MAXIMO PARK / PEANESS – Köln, Stollwerck (06.09.2022)

Fotos: MAXIMO PARK
Maximo Park, © Angela Trabert
Geschätzte Lesezeit: 3 Minute(n)

Sie schrumpft sich von Tour zu Tour gesünder, die Fangemeinde von Maxïmo Park – zumindest in NRW, genauer gesagt in und um Köln herum. 2007 mit dem erfolgreichen Our Earthly Pleasures im rund 4500 Menschen fassenden Palladium, in der zweiten Hälfte der 10er-Jahre schon nur noch in der Live Music Hall oder in der Essigfabrik. In Zeiten von Corona-Unsicherheit, Inflation und damit einhergenden sinkenden Ticketverkäufen ging es nun in Köln ins Bürgerhaus Stollwerck. 600 Fans passen hier rein und die waren grob geschätzt auch da. Viel Platz zum Tanzen gab es somit nicht, die Stimmung unter dem zu 80 Prozent aus Mittdreißigern bestehenden Publikum war trotzdem phänomenal.

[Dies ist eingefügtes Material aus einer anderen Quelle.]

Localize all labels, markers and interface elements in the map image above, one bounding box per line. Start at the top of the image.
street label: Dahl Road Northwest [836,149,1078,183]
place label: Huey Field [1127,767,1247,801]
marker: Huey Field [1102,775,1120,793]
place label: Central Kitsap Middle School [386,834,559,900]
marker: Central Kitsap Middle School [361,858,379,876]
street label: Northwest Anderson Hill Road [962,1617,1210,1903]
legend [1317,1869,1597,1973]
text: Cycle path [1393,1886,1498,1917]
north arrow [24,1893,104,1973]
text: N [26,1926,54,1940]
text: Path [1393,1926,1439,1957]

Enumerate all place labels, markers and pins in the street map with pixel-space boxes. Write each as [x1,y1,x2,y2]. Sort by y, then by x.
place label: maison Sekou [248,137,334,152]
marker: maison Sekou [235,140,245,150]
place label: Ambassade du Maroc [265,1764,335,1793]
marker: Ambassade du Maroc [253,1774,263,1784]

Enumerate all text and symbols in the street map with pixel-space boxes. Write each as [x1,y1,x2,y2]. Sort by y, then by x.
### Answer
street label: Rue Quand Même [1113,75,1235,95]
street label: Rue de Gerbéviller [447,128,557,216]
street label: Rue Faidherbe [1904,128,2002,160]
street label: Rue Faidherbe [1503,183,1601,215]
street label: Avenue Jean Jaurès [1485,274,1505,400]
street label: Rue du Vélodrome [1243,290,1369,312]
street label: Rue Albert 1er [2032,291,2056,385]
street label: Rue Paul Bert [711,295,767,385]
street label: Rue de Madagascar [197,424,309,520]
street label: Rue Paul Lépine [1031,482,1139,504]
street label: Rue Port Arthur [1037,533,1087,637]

Lass Dir den Beitrag vorlesen:

Aufgewärmt wurde dieses von einer dreiköpfigen Gruppe namens Peaness, die – man hätte es am Namen erahnen können – nur aus Frauen besteht. Carleia “Balla” Balbenta, Jess Branney und Rach Williams unterhielten mit leichtfüßigem Indie-Pop und soliden Hooks. Gute Laune im weiten Rund, das Trio freute sich über die (sexismusfreien) Zuneigungsbekundungen, machte aber auch klar, mit wie vielen Unsicherheiten ein Trip nach Kontinentaleuropa für eine junge britische Band in diesen Zeiten, insbesondere nach dem Brexit, verbunden ist. “Bitte, bitte kauft ein paar Platten …damit wir uns den Flug nach Hause leisten können“, winselte Sängerin Jess. Kurzum: Den Gefallen sollten ihr einige tun. Peaness, nach ihrer Show sofort Richtung Merchandise-Stand ziehend, wurden mehrere Einheiten ihres Debütalbums mit dem bezeichnenden Titel World Full Of Worry los. Verdient nach dem sympathischen Auftritt, der die Temperatur im Saal so hochschießen ließ, dass Balla und Jess von “Schweiß an Stellen, von denen wir nicht wussten, dass man dort schwitzen kann” sprachen.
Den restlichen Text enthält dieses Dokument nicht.